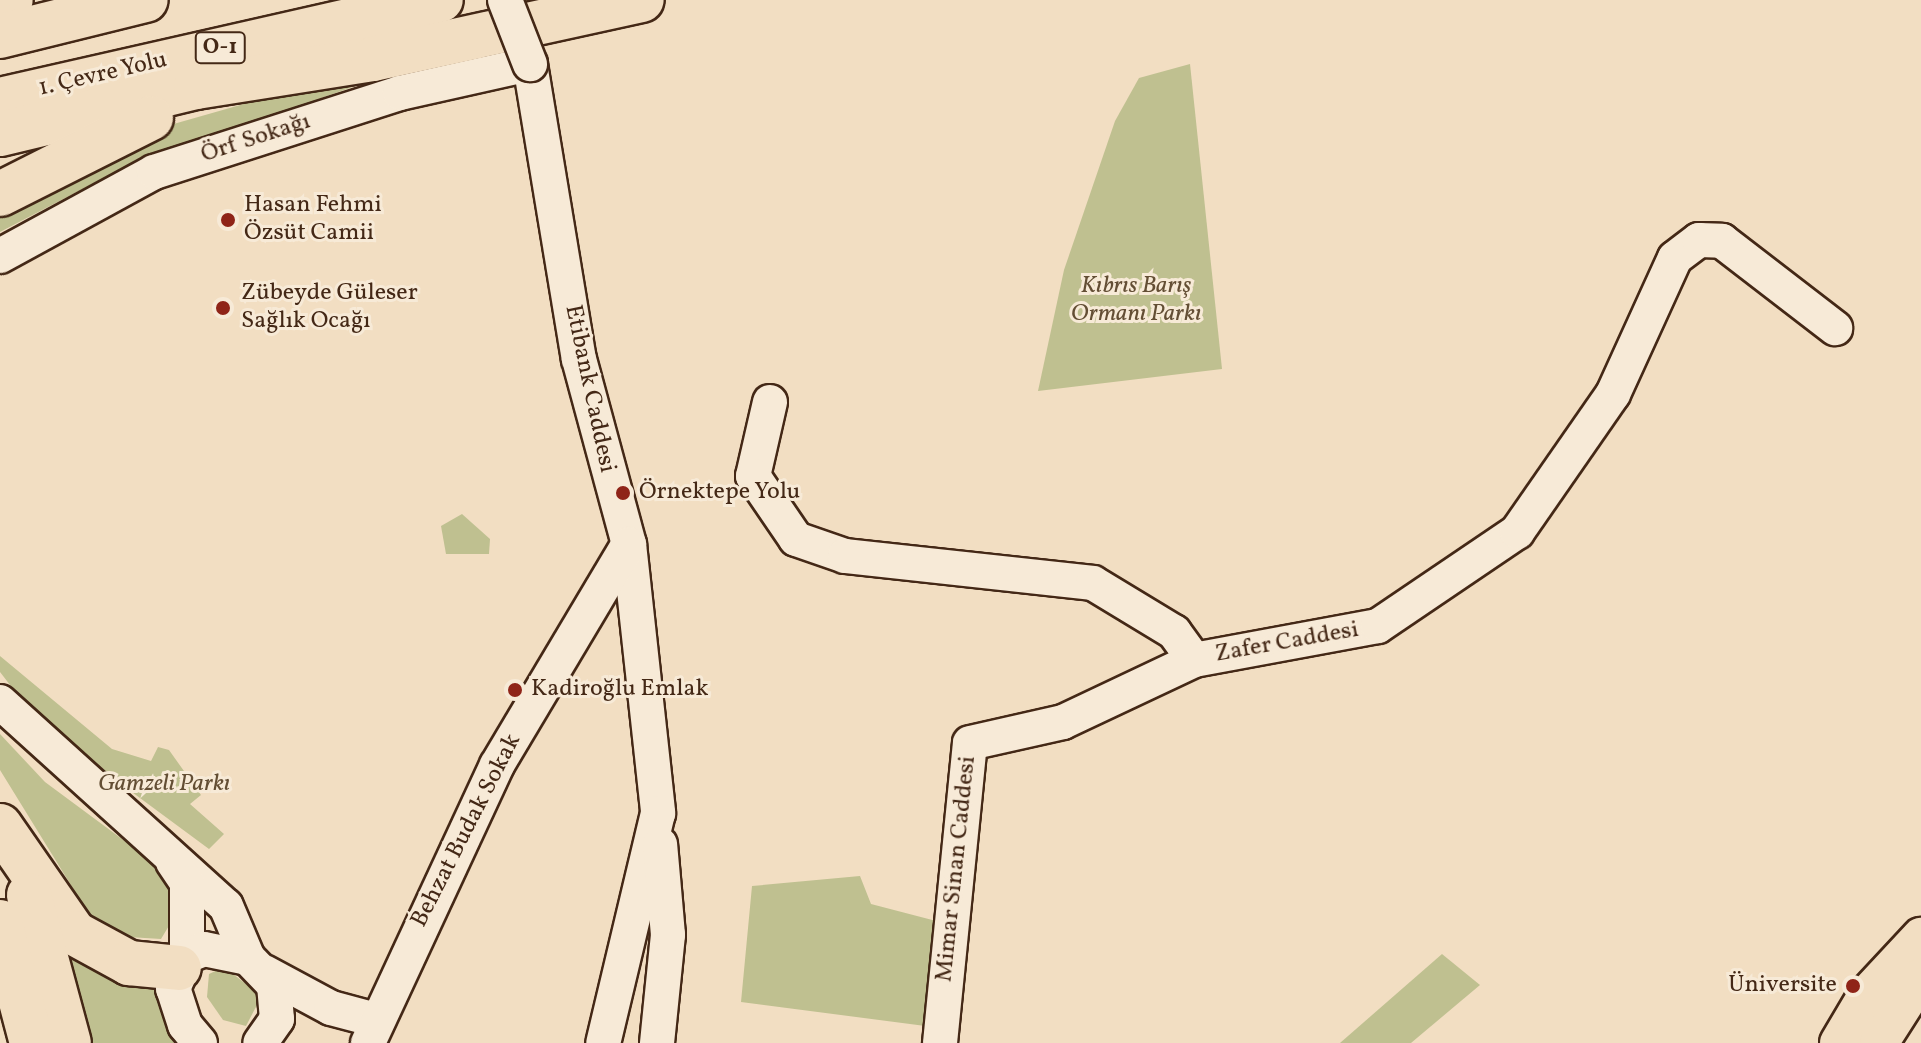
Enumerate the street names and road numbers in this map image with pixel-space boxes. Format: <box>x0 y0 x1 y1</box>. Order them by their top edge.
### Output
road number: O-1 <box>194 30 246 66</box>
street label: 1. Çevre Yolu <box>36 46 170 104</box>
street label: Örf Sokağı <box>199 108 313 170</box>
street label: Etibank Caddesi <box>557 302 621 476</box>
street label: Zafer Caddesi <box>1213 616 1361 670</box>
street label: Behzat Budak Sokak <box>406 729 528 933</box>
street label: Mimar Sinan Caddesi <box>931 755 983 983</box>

____

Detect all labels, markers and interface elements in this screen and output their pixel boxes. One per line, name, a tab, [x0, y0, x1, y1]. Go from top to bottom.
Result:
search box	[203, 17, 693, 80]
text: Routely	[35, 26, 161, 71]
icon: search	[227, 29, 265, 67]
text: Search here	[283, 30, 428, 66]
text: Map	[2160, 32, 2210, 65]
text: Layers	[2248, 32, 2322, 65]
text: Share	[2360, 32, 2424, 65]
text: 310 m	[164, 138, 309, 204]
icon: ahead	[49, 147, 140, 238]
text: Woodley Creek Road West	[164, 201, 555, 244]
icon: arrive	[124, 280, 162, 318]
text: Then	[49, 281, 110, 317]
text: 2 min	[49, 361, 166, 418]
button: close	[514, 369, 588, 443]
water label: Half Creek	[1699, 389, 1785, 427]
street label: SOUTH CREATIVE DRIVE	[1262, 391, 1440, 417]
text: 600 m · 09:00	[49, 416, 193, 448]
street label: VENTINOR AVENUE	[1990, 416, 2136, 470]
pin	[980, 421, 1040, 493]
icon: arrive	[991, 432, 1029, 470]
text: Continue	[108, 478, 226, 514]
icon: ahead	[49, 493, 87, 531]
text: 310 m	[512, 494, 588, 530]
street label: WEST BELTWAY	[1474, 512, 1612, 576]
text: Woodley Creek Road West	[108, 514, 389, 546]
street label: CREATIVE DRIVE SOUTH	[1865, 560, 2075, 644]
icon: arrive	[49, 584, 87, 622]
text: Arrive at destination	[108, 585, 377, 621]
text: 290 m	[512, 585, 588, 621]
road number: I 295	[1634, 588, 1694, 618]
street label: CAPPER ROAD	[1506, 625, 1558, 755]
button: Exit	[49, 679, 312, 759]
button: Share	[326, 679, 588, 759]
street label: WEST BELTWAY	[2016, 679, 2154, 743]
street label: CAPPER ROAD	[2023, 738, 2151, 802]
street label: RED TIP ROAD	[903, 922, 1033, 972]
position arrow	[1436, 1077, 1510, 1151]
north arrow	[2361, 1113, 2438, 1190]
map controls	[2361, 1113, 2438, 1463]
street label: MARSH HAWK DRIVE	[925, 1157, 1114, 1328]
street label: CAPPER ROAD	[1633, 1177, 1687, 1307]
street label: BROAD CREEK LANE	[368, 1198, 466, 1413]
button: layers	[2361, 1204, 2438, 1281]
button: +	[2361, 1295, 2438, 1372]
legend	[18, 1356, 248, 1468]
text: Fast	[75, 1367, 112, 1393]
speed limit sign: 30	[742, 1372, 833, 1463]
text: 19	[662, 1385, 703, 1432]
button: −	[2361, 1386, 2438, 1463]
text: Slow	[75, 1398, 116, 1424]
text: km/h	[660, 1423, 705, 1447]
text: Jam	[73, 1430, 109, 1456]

____

• PROBLEM TO WORK ON: Where a line of the entries contains the word "pixel", count it, then state the total and nothing else.

• RESULT OF THIS TASK: 2